What to produce:
Report the count of lines in the records below that hold the word "stream", omitting everything but the number.

------------------------------

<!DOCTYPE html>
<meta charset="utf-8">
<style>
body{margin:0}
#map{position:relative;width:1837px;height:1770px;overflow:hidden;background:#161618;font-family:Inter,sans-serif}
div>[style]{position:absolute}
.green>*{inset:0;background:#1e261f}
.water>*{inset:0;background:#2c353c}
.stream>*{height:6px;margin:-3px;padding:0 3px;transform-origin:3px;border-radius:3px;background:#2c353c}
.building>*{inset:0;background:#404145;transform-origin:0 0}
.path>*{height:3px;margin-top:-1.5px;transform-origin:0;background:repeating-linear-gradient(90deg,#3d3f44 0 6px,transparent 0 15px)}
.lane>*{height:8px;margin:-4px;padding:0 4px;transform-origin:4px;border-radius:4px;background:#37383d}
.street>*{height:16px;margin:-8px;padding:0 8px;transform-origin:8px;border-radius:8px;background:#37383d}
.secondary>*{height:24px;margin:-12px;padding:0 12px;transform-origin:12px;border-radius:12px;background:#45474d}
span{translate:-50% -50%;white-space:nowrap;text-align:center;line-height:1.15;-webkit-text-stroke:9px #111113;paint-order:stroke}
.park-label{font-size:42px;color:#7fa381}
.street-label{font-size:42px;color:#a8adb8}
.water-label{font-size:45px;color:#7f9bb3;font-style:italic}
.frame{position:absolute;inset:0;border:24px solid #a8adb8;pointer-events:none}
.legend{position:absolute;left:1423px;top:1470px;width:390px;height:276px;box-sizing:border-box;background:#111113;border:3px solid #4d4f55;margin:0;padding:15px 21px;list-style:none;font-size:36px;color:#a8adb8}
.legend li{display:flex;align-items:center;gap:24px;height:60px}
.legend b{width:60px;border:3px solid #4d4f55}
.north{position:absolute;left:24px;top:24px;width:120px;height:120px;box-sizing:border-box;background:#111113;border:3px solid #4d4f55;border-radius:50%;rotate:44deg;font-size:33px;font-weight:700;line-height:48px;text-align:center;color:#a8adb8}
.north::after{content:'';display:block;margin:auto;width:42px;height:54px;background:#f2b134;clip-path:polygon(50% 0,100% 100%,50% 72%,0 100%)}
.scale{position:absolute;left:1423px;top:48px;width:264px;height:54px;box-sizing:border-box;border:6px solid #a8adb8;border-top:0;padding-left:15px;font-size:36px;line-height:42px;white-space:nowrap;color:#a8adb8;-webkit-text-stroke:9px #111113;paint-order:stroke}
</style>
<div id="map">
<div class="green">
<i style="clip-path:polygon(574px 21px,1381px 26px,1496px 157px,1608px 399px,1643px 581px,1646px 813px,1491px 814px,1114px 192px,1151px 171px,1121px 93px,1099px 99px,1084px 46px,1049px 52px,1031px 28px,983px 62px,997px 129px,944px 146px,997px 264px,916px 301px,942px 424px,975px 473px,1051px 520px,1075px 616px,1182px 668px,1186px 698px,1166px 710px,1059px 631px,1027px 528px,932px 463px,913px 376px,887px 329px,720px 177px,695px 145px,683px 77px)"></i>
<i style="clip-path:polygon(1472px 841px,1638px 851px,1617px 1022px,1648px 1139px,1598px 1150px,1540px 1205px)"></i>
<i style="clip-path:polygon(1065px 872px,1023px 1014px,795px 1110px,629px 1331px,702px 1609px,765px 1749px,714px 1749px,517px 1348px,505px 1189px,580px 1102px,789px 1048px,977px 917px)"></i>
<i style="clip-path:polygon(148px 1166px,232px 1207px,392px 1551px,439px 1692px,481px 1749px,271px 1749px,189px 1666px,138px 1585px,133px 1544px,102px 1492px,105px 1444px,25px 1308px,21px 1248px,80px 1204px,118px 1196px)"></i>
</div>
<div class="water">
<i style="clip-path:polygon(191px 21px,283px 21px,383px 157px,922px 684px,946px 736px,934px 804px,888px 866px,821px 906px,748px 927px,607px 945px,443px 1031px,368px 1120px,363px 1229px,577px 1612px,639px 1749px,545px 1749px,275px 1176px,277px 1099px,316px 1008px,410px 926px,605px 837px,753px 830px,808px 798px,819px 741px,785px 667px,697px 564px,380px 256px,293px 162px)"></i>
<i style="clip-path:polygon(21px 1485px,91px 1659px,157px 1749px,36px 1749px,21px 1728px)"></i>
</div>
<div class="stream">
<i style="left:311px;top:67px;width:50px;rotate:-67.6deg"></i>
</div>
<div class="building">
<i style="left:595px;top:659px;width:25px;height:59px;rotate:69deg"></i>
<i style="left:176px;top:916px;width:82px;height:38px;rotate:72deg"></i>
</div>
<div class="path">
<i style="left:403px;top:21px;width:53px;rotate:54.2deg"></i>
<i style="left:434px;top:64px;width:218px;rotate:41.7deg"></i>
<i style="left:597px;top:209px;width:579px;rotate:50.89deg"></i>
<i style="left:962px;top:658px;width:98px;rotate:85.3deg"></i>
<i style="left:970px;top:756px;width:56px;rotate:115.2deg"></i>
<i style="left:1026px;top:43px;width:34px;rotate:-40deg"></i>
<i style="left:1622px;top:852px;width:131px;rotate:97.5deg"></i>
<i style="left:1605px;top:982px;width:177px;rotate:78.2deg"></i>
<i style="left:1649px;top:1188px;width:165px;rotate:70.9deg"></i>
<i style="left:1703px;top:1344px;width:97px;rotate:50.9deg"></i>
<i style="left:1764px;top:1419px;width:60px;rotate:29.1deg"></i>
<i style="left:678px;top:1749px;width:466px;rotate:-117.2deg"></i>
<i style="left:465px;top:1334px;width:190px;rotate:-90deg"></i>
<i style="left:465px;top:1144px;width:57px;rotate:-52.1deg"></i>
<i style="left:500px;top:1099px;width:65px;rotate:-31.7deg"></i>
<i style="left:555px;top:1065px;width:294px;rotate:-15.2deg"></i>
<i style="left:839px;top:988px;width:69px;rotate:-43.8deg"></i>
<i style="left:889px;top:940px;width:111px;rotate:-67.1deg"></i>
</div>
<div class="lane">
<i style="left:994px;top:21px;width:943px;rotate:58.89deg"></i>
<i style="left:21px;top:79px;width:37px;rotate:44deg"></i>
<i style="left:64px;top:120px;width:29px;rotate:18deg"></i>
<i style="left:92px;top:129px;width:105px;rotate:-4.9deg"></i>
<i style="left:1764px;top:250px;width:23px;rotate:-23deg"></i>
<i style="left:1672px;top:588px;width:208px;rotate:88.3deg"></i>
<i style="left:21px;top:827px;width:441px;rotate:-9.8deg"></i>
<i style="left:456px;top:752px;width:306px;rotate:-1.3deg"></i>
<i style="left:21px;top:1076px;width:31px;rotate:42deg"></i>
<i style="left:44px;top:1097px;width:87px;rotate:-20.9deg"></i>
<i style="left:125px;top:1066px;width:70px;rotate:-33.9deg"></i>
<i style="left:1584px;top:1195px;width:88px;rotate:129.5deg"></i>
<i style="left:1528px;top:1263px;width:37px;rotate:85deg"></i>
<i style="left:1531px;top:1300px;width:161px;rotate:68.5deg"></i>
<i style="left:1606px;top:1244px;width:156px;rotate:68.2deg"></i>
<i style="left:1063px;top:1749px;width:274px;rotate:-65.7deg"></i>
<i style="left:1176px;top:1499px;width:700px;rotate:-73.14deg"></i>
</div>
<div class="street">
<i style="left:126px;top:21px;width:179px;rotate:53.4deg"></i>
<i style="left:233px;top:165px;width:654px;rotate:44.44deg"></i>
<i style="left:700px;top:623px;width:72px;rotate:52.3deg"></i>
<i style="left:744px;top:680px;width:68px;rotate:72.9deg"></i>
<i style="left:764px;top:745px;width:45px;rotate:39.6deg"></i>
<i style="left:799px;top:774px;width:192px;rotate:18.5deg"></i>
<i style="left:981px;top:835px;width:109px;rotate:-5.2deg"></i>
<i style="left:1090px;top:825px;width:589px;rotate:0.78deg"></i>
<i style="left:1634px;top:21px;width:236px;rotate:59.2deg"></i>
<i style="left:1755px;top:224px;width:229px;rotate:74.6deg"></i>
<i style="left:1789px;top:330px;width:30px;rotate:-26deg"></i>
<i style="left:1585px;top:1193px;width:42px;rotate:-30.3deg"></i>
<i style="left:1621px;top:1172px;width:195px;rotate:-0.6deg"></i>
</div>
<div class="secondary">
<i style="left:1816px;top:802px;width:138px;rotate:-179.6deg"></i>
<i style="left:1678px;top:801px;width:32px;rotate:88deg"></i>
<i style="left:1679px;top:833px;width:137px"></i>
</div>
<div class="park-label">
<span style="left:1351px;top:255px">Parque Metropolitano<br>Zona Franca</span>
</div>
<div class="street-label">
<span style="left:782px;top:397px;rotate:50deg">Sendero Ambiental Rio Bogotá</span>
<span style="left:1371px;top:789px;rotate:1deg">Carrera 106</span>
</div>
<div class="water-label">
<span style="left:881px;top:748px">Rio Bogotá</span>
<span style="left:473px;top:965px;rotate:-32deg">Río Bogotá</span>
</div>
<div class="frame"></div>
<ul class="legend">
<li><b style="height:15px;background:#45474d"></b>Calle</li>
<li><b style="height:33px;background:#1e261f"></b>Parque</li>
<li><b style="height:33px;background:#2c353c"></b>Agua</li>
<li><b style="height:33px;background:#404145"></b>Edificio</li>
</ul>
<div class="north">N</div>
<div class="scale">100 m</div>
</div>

------------------------------

Task solution:
2